- Exercise instructions
Across the records, find how many lines include the string "body" and answer with only the figure.

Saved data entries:
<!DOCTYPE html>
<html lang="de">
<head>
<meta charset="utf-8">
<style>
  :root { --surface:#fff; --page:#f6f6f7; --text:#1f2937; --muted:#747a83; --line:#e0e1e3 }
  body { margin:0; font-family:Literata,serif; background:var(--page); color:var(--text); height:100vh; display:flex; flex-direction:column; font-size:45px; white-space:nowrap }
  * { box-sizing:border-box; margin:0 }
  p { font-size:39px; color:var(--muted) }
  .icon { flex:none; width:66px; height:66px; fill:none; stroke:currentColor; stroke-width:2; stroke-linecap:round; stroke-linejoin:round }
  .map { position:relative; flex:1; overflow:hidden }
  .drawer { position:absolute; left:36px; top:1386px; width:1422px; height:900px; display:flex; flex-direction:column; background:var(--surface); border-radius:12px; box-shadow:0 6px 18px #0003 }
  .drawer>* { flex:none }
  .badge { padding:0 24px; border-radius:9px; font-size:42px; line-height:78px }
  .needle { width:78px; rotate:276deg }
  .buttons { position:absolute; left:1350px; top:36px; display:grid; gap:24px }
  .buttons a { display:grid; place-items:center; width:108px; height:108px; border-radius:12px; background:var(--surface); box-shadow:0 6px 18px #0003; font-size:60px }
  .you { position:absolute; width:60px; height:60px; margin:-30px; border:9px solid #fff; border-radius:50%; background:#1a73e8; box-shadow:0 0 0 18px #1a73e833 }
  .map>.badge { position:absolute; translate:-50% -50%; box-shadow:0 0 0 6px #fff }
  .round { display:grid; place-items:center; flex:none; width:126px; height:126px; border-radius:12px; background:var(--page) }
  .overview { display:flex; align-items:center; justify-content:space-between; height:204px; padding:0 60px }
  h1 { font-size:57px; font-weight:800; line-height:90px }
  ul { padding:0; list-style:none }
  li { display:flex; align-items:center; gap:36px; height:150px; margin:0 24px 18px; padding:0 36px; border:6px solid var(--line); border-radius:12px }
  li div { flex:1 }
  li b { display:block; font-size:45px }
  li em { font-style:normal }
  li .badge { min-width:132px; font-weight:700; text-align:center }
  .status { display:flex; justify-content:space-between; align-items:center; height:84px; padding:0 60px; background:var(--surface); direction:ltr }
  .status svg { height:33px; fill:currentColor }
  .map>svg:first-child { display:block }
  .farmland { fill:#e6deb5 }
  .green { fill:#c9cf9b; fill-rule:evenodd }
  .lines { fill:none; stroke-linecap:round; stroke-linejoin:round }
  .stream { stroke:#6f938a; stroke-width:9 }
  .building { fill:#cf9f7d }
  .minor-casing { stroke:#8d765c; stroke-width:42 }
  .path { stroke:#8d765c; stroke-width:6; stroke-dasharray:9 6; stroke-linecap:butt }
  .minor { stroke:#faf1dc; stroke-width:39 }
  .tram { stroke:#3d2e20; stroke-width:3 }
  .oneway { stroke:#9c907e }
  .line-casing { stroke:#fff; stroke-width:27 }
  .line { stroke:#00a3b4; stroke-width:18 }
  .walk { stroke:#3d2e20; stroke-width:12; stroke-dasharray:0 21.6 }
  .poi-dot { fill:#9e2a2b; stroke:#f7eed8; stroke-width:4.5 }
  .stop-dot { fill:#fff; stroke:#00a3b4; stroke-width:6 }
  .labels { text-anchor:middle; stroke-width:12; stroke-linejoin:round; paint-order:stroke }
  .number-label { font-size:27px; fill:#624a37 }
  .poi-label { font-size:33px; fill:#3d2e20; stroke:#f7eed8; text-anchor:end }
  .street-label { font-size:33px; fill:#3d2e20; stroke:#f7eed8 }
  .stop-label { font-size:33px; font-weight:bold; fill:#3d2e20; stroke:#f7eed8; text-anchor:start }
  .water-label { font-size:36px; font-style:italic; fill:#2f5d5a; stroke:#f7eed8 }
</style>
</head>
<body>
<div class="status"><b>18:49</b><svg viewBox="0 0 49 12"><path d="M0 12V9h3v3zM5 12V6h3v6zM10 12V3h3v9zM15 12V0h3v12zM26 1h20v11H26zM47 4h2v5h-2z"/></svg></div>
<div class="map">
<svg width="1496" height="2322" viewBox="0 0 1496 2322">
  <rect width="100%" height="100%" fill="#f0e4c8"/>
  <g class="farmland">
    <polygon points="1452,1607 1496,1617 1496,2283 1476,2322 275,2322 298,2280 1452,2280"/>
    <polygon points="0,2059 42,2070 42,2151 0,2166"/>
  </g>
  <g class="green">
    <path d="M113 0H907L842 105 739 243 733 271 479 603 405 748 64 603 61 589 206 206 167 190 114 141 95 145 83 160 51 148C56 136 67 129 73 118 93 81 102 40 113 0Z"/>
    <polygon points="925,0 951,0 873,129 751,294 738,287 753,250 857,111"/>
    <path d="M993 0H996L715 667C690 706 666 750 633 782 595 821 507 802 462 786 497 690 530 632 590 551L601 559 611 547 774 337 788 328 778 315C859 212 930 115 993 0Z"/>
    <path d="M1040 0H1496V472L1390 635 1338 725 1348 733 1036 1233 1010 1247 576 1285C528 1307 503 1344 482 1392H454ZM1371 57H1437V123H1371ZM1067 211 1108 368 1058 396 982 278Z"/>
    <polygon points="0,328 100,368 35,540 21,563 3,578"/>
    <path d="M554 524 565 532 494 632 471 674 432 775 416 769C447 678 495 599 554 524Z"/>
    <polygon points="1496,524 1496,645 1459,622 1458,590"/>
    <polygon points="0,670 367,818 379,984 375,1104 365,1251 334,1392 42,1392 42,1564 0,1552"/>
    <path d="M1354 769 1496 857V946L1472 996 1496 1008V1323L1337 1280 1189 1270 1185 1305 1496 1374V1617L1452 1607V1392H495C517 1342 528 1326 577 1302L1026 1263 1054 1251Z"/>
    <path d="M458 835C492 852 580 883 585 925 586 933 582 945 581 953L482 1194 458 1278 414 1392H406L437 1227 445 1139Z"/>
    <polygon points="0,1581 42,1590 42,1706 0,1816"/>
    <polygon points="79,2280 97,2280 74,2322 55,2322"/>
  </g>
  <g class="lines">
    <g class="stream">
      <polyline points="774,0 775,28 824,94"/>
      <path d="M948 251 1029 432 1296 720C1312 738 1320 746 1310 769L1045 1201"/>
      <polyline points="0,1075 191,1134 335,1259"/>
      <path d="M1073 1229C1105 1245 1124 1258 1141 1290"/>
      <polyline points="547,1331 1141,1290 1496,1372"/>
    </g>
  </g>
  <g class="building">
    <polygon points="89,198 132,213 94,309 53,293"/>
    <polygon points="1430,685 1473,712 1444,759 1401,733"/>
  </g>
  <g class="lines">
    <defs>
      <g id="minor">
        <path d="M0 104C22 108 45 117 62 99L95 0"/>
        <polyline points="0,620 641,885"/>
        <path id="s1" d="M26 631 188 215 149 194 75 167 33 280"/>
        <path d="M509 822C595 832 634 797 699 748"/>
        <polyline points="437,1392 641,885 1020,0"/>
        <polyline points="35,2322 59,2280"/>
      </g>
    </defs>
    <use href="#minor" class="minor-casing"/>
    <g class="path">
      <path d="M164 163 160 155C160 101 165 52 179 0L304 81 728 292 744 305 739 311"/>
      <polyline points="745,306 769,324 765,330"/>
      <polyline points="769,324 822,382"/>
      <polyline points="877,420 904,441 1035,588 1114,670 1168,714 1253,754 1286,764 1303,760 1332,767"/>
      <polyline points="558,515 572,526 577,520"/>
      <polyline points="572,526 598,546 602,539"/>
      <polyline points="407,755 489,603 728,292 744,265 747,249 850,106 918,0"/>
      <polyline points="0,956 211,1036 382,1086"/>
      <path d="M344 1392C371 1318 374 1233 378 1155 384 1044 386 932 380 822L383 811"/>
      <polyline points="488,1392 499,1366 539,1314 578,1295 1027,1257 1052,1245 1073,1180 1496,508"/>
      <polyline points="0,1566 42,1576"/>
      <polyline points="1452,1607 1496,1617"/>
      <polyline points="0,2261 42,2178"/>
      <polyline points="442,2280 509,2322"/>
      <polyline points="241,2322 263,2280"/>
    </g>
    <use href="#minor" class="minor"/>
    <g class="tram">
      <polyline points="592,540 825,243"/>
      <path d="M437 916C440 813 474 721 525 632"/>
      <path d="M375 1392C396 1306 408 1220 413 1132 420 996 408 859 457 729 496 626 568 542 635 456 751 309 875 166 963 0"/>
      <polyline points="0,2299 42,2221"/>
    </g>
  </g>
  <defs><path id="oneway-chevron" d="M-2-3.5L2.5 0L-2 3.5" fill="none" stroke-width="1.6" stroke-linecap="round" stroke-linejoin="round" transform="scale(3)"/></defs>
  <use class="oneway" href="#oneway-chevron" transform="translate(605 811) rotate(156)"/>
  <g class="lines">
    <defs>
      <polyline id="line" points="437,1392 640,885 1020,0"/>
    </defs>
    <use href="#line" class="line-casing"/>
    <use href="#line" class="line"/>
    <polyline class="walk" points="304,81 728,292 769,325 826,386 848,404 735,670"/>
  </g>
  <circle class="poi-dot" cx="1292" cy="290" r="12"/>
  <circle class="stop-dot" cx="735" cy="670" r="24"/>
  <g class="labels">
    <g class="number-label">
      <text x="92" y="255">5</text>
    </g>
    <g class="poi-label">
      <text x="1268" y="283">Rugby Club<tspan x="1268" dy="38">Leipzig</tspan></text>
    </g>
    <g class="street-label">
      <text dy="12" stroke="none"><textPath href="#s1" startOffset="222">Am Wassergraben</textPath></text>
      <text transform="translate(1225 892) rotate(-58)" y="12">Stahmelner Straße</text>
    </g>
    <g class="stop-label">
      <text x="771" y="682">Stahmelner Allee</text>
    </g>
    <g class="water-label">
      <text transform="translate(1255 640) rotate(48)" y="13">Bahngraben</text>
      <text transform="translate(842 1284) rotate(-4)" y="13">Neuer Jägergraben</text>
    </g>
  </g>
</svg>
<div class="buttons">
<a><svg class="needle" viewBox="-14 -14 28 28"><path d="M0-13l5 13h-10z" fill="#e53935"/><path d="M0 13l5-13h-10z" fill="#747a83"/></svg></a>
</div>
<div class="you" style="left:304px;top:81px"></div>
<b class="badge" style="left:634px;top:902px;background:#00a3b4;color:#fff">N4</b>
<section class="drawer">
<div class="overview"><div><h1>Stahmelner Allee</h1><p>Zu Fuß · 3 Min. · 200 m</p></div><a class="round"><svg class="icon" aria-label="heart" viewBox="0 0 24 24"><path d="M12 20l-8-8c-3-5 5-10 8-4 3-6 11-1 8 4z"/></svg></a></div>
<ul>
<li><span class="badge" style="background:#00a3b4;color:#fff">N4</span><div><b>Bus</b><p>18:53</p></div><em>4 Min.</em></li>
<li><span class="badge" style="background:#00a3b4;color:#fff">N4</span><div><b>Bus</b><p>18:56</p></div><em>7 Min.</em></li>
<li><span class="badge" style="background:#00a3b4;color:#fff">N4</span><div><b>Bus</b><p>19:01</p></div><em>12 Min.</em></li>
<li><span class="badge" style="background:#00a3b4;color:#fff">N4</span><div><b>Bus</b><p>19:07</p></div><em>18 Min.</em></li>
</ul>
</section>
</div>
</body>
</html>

- Exercise response
3